Provisions ‘tacked’ to Bills of Aids and Supplies

37.17In former times, the Commons abused their right to grant Supply without interference from the Lords, by tacking to Bills of Aids and Supplies provisions which, in a bill that the Lords had no right to amend, must either have been accepted by them unconsidered, or have caused the rejection of a measure necessary for the public service. This practice infringed the privileges of the Lords no less than their interference in matters of finance infringes the privileges of the Commons.
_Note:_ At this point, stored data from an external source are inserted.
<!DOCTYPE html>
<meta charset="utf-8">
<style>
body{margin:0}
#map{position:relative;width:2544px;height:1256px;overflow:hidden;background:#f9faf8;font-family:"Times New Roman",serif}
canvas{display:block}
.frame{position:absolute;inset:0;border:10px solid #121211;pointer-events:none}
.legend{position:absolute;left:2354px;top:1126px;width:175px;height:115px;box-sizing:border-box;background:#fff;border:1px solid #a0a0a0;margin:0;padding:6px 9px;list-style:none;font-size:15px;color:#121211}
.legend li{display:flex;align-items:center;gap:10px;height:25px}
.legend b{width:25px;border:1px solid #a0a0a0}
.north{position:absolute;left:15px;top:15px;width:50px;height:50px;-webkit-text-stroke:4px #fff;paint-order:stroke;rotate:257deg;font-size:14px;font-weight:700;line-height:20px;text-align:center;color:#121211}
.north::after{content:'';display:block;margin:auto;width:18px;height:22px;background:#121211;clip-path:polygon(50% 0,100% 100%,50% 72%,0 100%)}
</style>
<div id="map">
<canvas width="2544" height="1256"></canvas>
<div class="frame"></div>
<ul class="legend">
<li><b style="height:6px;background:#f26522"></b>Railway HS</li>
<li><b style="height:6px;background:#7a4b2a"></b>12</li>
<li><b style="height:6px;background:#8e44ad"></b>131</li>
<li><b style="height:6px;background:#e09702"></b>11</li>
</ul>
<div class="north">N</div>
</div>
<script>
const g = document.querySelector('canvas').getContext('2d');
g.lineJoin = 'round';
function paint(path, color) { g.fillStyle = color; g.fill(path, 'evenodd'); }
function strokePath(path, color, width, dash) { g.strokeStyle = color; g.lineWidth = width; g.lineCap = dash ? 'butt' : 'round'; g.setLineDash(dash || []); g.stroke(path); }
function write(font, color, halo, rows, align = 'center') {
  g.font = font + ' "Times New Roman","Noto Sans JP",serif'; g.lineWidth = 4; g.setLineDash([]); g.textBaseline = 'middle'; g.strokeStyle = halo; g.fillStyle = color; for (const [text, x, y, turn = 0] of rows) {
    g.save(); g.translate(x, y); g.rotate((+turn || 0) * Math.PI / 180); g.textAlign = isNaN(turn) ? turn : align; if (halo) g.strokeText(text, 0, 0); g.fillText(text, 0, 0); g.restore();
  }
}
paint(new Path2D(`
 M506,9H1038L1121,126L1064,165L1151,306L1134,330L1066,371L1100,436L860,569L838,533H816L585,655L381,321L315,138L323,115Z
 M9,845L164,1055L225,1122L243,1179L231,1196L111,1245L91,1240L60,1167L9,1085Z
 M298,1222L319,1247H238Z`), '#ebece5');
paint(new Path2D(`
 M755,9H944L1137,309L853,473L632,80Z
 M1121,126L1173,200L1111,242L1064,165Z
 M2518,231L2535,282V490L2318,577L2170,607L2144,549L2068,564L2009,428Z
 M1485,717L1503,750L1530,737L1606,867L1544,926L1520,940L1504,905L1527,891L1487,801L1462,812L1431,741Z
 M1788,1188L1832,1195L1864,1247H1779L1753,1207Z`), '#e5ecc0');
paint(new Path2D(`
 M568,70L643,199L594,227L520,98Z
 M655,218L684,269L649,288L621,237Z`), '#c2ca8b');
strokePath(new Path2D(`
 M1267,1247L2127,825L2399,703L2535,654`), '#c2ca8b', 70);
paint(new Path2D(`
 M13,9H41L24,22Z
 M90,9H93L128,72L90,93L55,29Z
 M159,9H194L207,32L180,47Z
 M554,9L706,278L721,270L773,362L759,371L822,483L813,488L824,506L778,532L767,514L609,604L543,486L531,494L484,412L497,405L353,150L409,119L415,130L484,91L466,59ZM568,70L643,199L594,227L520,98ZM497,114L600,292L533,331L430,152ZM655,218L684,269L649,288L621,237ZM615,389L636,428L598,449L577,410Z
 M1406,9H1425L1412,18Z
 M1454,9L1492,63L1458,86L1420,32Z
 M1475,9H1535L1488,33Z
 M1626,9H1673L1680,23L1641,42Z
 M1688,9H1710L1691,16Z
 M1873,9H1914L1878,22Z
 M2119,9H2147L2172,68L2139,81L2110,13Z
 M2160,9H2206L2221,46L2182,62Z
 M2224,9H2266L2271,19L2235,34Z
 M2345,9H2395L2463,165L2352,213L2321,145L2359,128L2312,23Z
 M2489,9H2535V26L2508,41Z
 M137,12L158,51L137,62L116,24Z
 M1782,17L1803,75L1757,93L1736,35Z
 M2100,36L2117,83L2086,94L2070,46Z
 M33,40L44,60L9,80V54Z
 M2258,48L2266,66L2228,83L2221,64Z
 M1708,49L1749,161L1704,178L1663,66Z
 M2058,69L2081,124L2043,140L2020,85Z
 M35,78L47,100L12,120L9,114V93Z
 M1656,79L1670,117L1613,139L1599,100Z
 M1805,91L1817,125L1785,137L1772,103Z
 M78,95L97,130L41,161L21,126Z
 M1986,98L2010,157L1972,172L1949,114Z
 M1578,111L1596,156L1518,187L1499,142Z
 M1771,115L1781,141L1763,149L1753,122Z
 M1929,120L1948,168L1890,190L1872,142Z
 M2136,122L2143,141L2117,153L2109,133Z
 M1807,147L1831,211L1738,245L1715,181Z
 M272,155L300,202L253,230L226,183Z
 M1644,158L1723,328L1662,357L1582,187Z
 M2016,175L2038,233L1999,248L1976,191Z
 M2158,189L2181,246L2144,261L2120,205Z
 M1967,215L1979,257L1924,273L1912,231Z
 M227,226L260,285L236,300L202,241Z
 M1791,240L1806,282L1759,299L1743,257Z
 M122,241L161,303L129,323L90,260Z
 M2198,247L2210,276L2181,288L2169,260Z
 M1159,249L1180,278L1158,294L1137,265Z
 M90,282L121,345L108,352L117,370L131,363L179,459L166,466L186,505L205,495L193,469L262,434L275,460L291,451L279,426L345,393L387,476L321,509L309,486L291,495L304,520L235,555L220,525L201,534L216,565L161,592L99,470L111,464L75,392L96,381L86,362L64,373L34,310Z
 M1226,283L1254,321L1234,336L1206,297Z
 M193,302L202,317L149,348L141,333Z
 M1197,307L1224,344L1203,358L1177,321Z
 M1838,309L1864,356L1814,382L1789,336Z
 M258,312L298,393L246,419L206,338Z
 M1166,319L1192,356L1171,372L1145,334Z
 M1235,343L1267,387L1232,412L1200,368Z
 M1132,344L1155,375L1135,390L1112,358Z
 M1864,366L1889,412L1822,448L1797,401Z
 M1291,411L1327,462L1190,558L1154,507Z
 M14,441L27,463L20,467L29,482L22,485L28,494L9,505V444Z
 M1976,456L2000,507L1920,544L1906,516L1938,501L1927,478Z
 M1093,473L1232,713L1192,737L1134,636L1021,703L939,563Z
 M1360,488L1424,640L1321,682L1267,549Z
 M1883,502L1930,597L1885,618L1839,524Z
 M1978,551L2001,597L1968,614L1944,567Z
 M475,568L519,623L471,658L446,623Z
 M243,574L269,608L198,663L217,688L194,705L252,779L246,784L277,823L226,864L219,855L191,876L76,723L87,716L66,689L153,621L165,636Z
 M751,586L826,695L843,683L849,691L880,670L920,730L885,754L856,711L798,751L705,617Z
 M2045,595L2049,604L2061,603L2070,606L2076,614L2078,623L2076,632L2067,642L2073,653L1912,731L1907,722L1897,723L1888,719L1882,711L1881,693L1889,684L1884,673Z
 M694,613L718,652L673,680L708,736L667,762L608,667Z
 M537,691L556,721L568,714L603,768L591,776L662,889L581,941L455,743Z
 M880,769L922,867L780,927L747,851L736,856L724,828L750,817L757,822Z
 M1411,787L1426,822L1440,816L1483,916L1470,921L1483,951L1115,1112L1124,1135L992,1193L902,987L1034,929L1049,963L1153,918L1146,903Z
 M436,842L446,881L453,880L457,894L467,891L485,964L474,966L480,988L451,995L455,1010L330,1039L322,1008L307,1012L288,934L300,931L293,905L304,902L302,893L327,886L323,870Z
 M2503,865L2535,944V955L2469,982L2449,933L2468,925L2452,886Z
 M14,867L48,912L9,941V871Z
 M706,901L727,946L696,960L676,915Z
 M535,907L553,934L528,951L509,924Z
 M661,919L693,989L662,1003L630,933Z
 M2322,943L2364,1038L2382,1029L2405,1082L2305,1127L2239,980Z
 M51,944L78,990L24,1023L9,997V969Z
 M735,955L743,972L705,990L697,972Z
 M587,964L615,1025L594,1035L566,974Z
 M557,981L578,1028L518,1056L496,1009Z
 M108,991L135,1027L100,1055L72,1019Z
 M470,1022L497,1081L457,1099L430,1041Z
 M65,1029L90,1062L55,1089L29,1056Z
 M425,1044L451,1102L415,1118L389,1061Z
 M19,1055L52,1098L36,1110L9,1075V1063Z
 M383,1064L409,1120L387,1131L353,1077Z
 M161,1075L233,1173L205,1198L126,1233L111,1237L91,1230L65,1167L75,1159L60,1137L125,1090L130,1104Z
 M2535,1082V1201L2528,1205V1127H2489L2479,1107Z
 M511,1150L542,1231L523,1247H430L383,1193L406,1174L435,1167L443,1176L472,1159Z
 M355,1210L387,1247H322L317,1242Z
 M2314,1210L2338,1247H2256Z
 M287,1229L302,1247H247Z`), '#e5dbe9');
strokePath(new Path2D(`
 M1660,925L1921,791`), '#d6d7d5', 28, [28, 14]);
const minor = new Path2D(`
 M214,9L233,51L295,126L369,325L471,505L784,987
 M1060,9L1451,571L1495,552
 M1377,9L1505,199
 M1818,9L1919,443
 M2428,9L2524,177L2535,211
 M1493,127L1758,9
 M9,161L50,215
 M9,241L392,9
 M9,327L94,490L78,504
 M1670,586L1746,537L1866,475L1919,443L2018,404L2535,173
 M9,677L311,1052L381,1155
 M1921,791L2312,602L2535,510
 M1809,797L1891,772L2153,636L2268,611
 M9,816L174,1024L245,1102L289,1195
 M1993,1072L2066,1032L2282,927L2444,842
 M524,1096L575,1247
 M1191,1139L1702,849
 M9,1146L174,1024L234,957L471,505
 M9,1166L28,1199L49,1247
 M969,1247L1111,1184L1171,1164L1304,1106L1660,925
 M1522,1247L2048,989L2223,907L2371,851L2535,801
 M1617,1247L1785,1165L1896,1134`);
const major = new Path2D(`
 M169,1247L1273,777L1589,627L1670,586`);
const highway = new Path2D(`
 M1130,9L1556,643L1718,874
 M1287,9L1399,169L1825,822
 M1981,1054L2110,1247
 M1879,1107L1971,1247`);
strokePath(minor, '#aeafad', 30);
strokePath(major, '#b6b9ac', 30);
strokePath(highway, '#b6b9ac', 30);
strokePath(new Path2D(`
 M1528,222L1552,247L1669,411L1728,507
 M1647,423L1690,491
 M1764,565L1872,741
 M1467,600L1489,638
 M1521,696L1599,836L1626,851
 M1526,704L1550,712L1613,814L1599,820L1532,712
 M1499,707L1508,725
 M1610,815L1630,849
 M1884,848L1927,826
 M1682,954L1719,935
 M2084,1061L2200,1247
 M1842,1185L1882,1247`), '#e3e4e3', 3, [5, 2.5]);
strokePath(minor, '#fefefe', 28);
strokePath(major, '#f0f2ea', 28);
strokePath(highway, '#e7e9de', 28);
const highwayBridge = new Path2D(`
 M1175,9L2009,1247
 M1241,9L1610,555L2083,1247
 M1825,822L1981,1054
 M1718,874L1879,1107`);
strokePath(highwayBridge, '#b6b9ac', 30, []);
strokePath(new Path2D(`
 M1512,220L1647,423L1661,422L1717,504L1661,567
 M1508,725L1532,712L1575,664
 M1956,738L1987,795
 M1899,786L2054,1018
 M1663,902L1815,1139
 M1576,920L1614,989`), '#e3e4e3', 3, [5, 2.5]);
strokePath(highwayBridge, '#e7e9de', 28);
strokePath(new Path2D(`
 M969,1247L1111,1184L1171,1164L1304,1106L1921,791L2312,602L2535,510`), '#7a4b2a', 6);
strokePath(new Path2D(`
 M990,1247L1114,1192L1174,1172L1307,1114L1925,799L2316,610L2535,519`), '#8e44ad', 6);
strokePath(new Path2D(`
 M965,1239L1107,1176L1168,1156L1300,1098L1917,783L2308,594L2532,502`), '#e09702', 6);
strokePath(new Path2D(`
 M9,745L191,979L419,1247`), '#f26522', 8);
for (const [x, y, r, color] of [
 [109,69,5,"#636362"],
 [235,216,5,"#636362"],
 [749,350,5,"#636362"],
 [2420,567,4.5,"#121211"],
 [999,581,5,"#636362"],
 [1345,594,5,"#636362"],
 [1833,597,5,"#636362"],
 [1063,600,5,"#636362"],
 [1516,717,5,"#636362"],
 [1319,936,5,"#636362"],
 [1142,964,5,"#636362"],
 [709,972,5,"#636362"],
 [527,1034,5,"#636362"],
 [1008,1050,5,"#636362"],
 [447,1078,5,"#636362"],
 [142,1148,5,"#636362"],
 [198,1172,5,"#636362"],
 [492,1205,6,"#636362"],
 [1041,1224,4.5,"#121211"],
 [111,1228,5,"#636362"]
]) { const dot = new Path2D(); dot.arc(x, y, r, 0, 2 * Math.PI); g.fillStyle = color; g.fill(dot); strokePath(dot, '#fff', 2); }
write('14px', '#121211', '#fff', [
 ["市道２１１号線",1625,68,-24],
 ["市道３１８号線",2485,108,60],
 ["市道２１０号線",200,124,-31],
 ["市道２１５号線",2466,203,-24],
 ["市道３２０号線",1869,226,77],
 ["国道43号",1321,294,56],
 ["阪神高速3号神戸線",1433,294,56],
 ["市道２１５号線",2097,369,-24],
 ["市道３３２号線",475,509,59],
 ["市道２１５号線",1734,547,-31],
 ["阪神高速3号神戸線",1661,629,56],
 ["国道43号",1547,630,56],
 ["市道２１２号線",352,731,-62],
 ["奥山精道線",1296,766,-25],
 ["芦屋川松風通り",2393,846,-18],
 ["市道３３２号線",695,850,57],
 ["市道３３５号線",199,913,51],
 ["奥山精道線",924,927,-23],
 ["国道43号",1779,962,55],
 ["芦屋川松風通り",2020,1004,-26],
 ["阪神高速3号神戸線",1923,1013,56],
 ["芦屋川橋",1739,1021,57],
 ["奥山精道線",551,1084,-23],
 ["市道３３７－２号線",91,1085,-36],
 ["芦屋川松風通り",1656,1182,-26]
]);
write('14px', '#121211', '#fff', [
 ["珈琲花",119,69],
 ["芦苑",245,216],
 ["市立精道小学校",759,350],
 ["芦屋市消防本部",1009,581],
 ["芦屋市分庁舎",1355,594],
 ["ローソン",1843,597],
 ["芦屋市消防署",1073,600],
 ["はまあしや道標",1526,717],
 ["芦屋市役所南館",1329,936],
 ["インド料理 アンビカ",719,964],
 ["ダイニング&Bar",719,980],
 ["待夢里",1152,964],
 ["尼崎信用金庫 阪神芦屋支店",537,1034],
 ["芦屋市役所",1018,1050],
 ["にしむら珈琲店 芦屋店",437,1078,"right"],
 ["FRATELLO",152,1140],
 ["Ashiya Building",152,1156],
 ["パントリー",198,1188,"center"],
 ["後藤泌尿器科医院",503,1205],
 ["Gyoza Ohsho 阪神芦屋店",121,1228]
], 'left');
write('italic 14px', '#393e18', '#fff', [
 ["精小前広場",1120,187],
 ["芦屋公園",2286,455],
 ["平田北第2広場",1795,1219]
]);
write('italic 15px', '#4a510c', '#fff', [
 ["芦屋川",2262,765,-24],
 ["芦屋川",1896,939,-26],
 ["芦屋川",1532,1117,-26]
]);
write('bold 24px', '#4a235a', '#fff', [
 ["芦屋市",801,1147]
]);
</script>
It has been met by the Lords by Standing Order No 52, embodying a resolution of 9 December 1702:

‘The annexing of any clause or clauses to a bill of aid or supply, the matter of which is foreign to and different from the matter of the said bill of aid or supply, is unparliamentary, and tends to the destruction of constitutional government.’1

This Standing Order has not been invoked as the basis for rejection of a Commons bill since 1807. Although complaints have occasionally been voiced about the inclusion of allegedly inappropriate provisions in the Finance Bill, no such complaint has been upheld by the House of Lords in recent times.2 As explained in the previous chapter (para 36.39 ), the rules of order of the House of Commons exclude the possibility of foreign matter being tacked to such bills by way of amendment; and respect for constitutional practice prevents the inclusion of such matters among their original provisions.

Footnotes

  1. LJ (1701–05) 185.
  2. HL Deb (1975–76) 372, cc 1225–29; ibid (1981–82) 431, cc 451–52. On the former occasion the allegation of tacking was considered by the House of Lords Select Committee on Practice and Procedure, which did not endorse it; LJ (1976–77) 762–63, HL Deb (1977–78) 392, cc 6–44. The bill which was the subject of the allegation was certified by the Speaker as a Money bill under the Parliament Acts, HC Deb (1975–76) 915, cc 1290, 1520.